Her very literal work Uprooted, representing a house built out of branches, and created from 804 dead trees, interestingly echoes the themes addressed by Tammam Azzam, and won the Sharjah Biennale prize this year.
Pursuing her mission of universal witness, Salcedo becomes, through that painful cry that exudes from her work, the voice of worldwide misery.
Craftsmanship as a vehicle to reclaim and transcend cultural identity
Living in Paris, after being marked by war between Iran and Irak, which Eastern Azerbaijan is still mourning today, Younes Faghihi began with calligraphy to then extract it from its context and bring it to its esthetic essence through large frescos. Fragments of words, letters, stripped of their meaning and brought down to their simple right of being. A manifest against censorship. His recent work goes one step further, by removing the words from their support, and turn them into sculptures that seem to be floating without needing to hang on to anything anymore. Relieved of their political weight, these hanging letters become an abstraction for freedom of thoughts; a freedom that disturbs the obtuse headed by its elusive nature.

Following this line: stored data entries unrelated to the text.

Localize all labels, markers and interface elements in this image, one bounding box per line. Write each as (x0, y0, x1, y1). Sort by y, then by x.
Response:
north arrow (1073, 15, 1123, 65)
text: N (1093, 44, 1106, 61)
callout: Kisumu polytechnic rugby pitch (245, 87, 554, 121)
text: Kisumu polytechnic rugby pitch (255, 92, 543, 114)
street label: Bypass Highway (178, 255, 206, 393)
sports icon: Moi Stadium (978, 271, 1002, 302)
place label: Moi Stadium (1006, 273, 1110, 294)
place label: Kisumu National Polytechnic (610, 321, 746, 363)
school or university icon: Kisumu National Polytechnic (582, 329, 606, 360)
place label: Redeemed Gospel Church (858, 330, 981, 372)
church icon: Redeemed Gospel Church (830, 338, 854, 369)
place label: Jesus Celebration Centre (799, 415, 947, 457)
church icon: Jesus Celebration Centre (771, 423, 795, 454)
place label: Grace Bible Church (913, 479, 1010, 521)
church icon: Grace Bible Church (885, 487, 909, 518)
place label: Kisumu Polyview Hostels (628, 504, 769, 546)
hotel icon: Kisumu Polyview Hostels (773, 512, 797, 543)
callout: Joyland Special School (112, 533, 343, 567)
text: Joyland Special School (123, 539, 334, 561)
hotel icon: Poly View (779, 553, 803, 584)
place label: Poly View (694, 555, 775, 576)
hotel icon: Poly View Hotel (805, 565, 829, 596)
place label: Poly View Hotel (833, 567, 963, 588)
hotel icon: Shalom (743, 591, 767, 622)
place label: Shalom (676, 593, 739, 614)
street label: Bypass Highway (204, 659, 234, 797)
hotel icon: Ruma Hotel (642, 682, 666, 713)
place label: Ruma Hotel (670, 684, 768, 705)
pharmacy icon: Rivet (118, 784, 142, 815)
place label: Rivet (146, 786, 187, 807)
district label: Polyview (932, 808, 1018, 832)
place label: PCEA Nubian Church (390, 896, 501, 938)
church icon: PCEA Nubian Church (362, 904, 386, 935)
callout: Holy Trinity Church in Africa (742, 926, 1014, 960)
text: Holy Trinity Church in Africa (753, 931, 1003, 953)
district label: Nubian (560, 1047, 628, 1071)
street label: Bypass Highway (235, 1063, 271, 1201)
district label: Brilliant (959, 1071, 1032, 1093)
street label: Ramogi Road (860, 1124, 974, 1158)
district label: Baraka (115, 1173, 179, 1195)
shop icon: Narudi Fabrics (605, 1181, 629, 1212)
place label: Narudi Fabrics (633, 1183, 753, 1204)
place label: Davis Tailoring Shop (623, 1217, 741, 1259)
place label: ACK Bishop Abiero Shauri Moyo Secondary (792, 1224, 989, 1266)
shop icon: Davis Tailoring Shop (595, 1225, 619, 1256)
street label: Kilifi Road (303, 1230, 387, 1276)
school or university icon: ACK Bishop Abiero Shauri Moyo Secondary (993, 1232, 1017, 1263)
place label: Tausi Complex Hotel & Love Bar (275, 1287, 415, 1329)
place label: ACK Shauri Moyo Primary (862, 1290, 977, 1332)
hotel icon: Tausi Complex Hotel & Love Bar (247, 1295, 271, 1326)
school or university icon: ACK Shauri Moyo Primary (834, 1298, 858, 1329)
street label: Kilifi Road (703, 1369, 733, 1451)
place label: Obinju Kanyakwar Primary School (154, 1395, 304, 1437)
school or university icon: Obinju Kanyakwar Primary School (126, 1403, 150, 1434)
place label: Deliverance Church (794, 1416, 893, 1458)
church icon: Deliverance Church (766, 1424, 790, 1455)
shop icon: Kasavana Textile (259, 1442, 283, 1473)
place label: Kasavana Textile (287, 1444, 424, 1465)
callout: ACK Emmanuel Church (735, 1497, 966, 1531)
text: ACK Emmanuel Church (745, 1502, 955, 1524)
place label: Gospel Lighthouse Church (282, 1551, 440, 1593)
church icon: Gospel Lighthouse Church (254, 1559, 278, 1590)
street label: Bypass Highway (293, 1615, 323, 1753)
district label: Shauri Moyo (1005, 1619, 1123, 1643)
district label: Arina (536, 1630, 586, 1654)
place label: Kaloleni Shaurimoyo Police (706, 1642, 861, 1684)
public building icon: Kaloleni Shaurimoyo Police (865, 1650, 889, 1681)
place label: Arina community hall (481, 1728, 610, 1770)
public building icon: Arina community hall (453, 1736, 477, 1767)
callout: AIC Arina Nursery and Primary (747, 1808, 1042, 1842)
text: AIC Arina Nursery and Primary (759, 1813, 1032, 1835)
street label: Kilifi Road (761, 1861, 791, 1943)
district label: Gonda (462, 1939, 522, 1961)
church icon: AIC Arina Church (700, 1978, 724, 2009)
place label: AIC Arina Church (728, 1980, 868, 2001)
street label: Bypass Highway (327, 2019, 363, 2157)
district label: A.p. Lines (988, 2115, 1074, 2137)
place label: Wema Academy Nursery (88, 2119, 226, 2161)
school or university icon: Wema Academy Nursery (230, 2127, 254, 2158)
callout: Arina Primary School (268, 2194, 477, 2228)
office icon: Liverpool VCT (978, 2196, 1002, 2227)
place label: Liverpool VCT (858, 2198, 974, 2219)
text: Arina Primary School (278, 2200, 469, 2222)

After having represented Azerbaijan at the 2007 Venice Biennale, artist Faig Ahmed is making a sensation in museums across the world with his collection of optical illusion-inducing tapestries. Successfully exhibited at Geneva’s Palais des Nations for the 30th anniversary of the inclusion of Azerbaijan as a member State of the UN, his work is currently being shown at the Springfield Art Museum, within the framework of a collective exhibition called «Tradition Interrupted». Here, instead of fixating, the artist aims for movement. Indeed, Faig Ahmed isn’t an artist in exile. However, he scratches its surface through his art which echoes the charged migratory history of the Azeri region, amongst which that of the Armenian people. That impression of melting which emanates from his works reminds us how fluid and lively cultures are, and how they boldly transcend political boundaries. Just like some of the greatest masters, be it Klimt or Dalí, Faig Ahmed transgresses the rules; starting from the high mastery of a typically Persian ancestral savoir-faire, to then transcend it and carry it to an almost shocking modernity. Somewhere between weaver and viral designer, Faig Ahmed invites us to overcome clichés and reminds us that the Azeri culture is much more than what we tend to know of it.
A universal tragedy
All of these artists, each through their own esthetical ways, and from the angle of a precise origin, have in common the weight of absence or displacement. A tragedy which they put into light and offer to our contemplation. Amongst these movements, Farsi cinema has also much to say about Iranian and Afghan exile, and has recently put urgent political claims linked to women’s rights in spotlights of big festivals. Another very special movement: Palestinian Art. As stemming from the longest ongoing trans-century exile which started in 1948, it embodies a particular vocabulary which has been forged from generation to generation of exiled artists, and which is extremely interesting to decipher. We will soon dedicate articles to each of these movements.